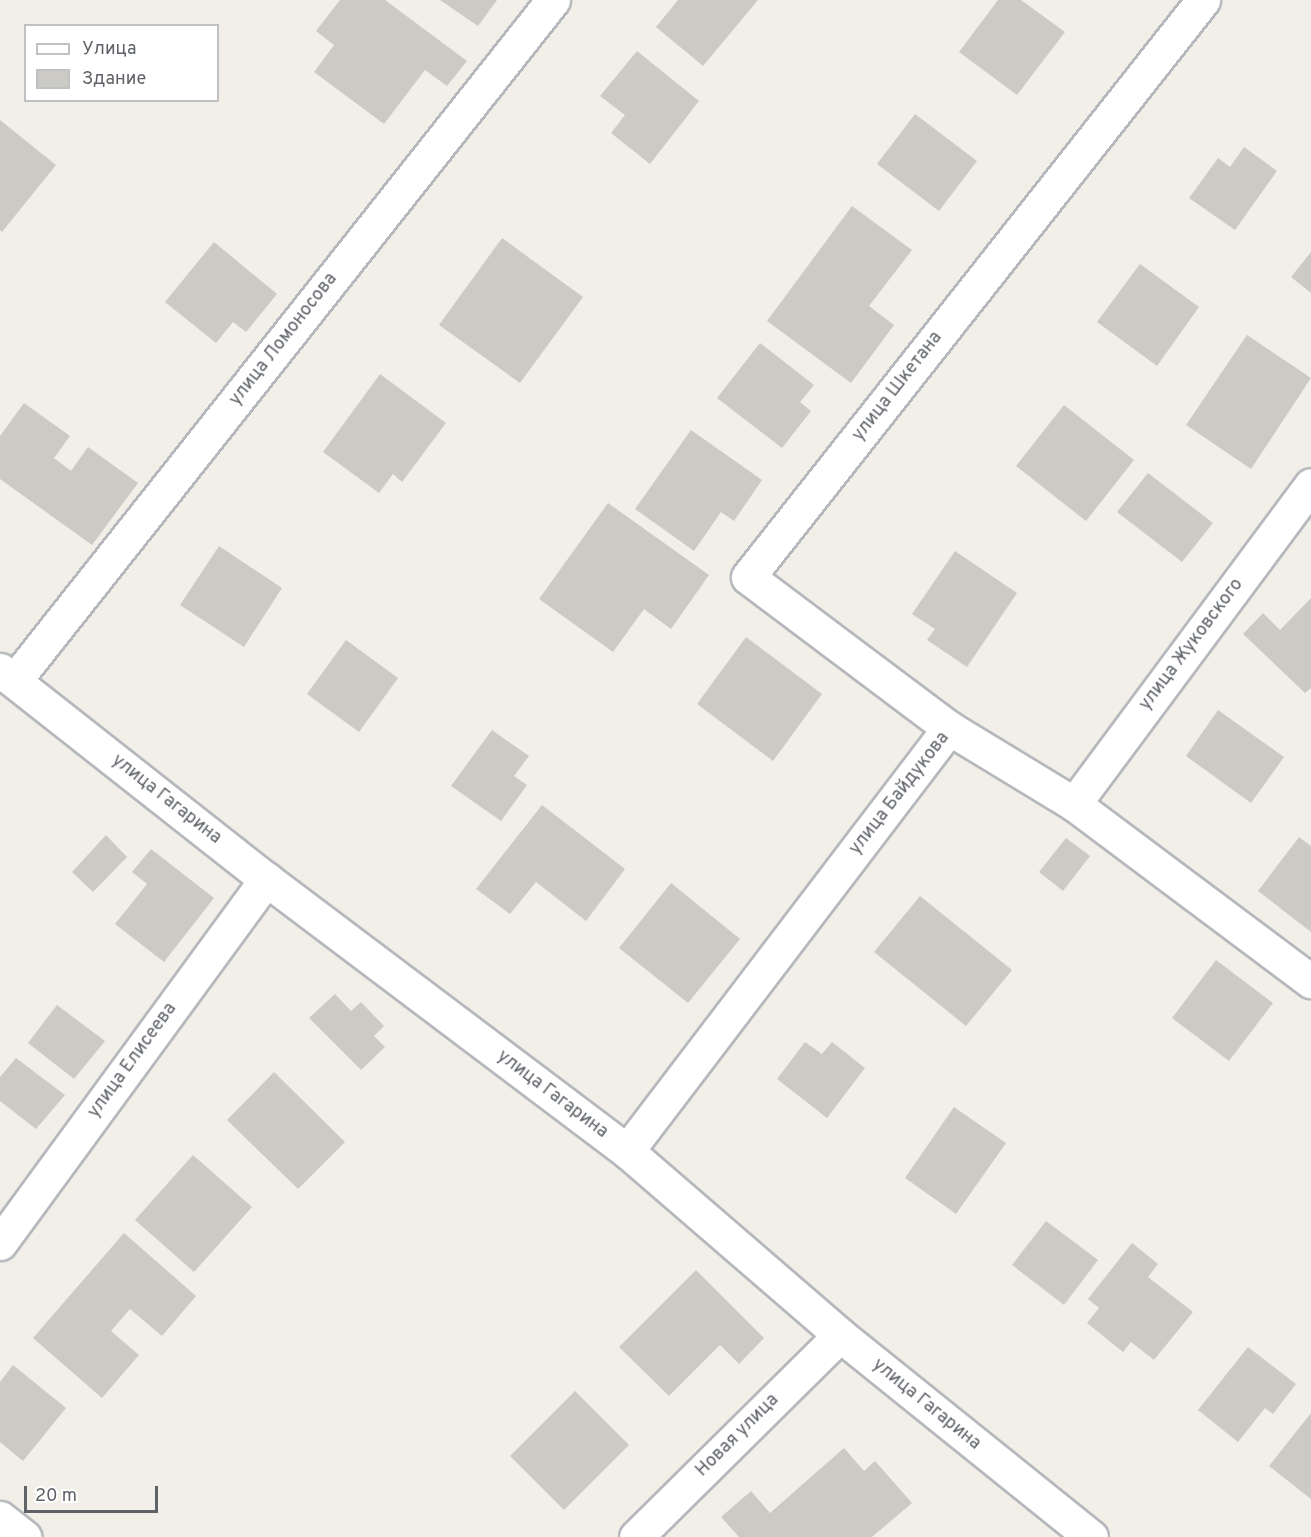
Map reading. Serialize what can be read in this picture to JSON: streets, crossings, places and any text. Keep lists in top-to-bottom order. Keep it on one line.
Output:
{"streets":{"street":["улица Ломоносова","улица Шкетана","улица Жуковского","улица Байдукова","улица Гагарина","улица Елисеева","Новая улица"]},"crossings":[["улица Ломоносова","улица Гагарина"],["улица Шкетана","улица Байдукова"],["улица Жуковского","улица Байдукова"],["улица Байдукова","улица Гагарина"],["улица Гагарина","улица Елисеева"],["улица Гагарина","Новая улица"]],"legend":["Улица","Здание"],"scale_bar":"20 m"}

**WHAT IS EXPECTED:**
Repeat every line above exactly, but omit all images.

**RESPONSE:**
Map reading. Serialize what can be read in this picture to JSON: streets, crossings, places and any text. Keep lists in top-to-bottom order. Keep it on one line.
Output:
{"streets":{"street":["улица Ломоносова","улица Шкетана","улица Жуковского","улица Байдукова","улица Гагарина","улица Елисеева","Новая улица"]},"crossings":[["улица Ломоносова","улица Гагарина"],["улица Шкетана","улица Байдукова"],["улица Жуковского","улица Байдукова"],["улица Байдукова","улица Гагарина"],["улица Гагарина","улица Елисеева"],["улица Гагарина","Новая улица"]],"legend":["Улица","Здание"],"scale_bar":"20 m"}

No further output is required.